Solution for Fannie, Freddie Is Simply to Cut the Cord

After years of neglect Congress and the administration have finally begun to consider legislation on Fannie Mae and Freddie Mac, but what they have put on the table does not address the real issue.

These two companies were created to increase the availability of residential mortgage credit by purchasing mortgages from banks and other lenders, thus making more funds available for mortgage lending.

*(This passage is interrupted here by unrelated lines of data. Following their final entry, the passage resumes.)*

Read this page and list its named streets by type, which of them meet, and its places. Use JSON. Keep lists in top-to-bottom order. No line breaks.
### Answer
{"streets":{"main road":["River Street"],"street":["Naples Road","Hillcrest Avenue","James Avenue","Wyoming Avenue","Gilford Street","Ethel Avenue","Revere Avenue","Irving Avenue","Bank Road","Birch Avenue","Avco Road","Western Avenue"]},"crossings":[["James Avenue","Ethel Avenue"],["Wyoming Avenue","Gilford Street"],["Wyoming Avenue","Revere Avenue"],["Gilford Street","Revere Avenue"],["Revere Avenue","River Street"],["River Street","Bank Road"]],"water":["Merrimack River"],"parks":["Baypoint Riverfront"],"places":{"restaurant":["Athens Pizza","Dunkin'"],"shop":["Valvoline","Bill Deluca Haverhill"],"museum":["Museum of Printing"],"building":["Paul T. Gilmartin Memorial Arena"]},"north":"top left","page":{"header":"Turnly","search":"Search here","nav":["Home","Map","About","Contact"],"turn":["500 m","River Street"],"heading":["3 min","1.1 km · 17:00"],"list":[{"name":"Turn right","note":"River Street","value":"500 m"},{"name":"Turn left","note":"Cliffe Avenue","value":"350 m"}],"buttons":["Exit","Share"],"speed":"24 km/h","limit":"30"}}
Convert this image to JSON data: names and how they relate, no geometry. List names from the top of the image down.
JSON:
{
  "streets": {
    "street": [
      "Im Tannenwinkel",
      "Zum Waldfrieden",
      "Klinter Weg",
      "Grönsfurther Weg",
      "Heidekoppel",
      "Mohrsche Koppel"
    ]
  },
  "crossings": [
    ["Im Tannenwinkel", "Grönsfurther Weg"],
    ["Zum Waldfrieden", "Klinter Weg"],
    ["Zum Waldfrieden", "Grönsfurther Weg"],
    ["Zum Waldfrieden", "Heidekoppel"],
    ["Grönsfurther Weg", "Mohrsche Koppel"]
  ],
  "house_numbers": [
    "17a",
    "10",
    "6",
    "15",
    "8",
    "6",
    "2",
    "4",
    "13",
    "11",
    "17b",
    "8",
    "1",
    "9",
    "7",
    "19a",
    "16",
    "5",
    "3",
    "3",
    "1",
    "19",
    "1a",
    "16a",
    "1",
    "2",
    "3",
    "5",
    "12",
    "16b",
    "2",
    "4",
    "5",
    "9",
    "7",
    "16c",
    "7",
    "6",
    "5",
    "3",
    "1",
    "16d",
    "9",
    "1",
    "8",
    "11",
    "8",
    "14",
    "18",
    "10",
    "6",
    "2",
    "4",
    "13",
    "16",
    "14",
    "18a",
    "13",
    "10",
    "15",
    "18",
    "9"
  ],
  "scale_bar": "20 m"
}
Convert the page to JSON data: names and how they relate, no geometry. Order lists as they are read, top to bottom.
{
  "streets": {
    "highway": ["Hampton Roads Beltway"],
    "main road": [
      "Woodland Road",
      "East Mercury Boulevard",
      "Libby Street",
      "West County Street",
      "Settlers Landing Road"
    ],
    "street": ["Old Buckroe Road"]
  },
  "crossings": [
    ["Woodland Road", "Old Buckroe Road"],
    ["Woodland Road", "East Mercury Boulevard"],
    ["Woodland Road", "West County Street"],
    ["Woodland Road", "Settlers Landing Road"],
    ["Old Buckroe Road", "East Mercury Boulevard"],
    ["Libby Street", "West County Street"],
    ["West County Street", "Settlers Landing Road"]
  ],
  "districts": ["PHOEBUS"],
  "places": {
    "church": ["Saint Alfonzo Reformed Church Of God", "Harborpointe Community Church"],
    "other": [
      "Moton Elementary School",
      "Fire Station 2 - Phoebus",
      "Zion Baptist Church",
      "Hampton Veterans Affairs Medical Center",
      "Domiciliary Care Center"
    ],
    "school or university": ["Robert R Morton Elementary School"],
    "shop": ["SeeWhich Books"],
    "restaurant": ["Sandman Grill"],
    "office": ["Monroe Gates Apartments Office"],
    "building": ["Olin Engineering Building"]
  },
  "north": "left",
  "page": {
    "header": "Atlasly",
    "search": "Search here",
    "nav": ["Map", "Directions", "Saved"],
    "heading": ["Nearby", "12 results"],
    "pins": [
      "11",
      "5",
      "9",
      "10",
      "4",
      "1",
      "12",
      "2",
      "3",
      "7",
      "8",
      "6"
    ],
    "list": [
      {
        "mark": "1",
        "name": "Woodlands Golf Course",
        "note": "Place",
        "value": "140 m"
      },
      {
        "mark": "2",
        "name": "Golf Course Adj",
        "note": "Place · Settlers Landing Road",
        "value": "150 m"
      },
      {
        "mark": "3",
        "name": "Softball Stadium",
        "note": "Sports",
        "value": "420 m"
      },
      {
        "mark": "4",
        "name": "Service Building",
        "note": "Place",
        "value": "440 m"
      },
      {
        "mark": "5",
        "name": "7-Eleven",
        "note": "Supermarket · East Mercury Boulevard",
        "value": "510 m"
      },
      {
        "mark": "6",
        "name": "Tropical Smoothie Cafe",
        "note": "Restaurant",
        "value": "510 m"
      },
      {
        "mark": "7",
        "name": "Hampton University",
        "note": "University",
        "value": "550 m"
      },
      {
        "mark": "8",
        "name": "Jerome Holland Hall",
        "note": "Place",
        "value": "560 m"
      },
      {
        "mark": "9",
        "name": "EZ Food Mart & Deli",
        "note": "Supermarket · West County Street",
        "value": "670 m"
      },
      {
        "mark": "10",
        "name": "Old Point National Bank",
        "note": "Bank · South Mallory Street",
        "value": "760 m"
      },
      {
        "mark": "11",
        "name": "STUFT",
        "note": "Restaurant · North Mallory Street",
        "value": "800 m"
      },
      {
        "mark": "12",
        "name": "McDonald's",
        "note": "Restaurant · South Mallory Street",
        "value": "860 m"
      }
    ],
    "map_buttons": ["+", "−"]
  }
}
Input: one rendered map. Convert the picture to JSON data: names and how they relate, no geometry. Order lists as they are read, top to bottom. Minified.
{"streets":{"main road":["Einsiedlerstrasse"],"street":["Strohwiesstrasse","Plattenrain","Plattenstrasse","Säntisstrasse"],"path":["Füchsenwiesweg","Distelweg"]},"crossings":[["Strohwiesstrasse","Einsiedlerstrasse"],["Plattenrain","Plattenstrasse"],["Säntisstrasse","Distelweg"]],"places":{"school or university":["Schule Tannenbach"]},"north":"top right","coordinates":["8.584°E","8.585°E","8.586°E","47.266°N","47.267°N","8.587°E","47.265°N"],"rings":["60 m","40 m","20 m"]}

Although originally established as government agencies, they were permitted to become private companies--both are now listed on the New York Stock Exchange--while retaining government charters and so many other government links and benefits that they are known as government-sponsored enterprises.

This status, which has persuaded the capital markets that the government will not allow them to fail, enables them to borrow at Treasury-like rates and thus to keep all competition out of their one authorized business: buying high-quality middle-class mortgage loans from banks and other lenders.

Without significant competition in this growing market, the GSEs have doubled in size every five years for the last 20 and are now two of the four largest financial institutions in the United States. Together they hold or guarantee about half of all residential mortgages and have incurred debt and guarantee obligations now totaling about $3.5 trillion.

It is in the shadow of this enormous obligation, implicitly backed by the government and hence the taxpayers, that Congress and the administration have pledged themselves to create a better regulatory system for Fannie and Freddie.

Unfortunately, we are all well beyond the point where regulation alone will be effective. There are three principal reasons for this.

  • First, as shown by the S&L debacle of the late 1980s, when dealing with politically powerful companies like the GSEs, regulatory agencies will not act--indeed Congress will prevent them from acting--until a crisis has arrived. So it is highly unlikely that any regulator will be able to rein in the growth of these companies or control their risk taking until a crisis occurs.

Then, of course, it is too late. Indeed, the only reason we have congressional interest now is that Freddie Mac attracted attention to itself by firing its top three officers a few months ago, a dramatic event that provoked media coverage. Otherwise, Congress would have let that sleeping dog lie--and grow--a good while longer.

  • Second, the idea that Fannie and Freddie can be regulated like banks and thus kept safe and sound is misplaced. Although banks are regulated, they are still subject to some market discipline. Bank deposits are insured only up to $100,000, and other forms of debt are not protected at all. Nondeposit creditors of banks are therefore at risk, and have a strong interest in following the banks' financial condition.

But because all the obligations of the GSEs are deemed to be backed by the government, without any explicit limit, no creditor is truly at risk, and market discipline is far weaker than is the case with banks. So before disaster strikes, regulators will get few or no signals from the private sector that something is amiss.

  • Finally, unlike bank regulation, there is no room here for even the smallest regulatory error. Banks, although heavily regulated, fail all the time. Over a thousand failed in the late 1980s and early 1990s, some of them quite large. But when a bank fails it usually has only local effect.

The failure of either GSE would be quite a different matter. There are only two of them and they are both central to the operation of the residential mortgage finance system in the United States. Any failure or weakening of either would have a devastating effect on the housing market, and through housing on the rest of the economy.

In other words, our economy and the welfare of the taxpayers is currently hostage to the decisions of only two managements. If either makes a serious mistake--one involving the financial health of the company--the economy will be in serious trouble.

As shown by our experience with banks, regulation cannot prevent such mistakes. Indeed, Freddie Mac's regulator did not know of the accounting manipulations that caused the dismissal of its principal officers.

Therefore, the only way to effectively protect the economy and the taxpayers is to separate the GSEs from the government--to privatize them fully by cutting their government links and their special privileges. This would subject them to market discipline as well as to much needed competition.

But the proposals now before Congress, including those from the administration, do not recognize this. They rest on the false premise that regulation can be effective with these politically powerful companies.

In this, they are more than misdirected; they are creating a false sense that the government is addressing a problem that it is really sweeping under the rug one more time.

Peter J. Wallison is a resident fellow at AEI.